Problem: Find the lines holding the string "mark" in the data, then copy all of them.

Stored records
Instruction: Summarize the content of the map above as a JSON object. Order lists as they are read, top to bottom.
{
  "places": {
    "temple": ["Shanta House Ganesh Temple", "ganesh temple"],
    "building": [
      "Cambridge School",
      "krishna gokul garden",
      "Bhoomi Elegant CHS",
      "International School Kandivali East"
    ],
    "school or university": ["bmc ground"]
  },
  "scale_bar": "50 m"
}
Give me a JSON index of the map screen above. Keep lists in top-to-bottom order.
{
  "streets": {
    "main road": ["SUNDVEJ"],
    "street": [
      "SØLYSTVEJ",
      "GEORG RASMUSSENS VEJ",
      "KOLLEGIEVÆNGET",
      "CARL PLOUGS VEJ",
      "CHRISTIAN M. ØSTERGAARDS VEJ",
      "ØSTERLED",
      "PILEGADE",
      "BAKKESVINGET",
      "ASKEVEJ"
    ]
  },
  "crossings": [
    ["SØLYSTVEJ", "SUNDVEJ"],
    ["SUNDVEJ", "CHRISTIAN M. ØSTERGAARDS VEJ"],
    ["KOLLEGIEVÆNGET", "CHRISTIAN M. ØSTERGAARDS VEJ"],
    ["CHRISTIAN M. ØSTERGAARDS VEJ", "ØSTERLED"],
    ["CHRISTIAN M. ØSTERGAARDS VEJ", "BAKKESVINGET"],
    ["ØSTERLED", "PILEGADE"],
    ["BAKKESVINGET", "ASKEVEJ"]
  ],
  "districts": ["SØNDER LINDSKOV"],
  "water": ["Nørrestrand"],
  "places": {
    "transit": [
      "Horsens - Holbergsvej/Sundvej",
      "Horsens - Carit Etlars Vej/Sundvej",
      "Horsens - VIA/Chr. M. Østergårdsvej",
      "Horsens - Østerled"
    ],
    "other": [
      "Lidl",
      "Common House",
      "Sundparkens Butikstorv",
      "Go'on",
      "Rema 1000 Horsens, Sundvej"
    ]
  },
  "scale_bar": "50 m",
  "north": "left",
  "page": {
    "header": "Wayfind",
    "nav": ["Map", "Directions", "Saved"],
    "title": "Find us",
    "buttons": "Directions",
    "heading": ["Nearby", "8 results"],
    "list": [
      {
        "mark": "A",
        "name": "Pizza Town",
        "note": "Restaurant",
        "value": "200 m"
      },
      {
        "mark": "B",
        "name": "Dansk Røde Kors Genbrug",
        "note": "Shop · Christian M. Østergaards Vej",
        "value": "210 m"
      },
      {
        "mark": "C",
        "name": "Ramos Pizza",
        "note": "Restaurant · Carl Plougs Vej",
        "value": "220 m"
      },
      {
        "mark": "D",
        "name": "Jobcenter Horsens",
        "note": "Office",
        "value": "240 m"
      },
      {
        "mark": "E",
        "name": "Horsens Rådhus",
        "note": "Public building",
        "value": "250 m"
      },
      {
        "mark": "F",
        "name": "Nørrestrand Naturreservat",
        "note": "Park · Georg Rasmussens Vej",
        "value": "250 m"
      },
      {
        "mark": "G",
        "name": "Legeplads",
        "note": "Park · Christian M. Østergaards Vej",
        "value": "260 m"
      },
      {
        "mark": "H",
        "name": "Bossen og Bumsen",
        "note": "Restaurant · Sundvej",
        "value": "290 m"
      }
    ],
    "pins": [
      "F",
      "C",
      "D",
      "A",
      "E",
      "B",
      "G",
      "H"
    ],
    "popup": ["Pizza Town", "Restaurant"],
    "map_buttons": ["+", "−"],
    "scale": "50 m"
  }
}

Expected output:
        "mark": "A",
        "mark": "B",
        "mark": "C",
        "mark": "D",
        "mark": "E",
        "mark": "F",
        "mark": "G",
        "mark": "H",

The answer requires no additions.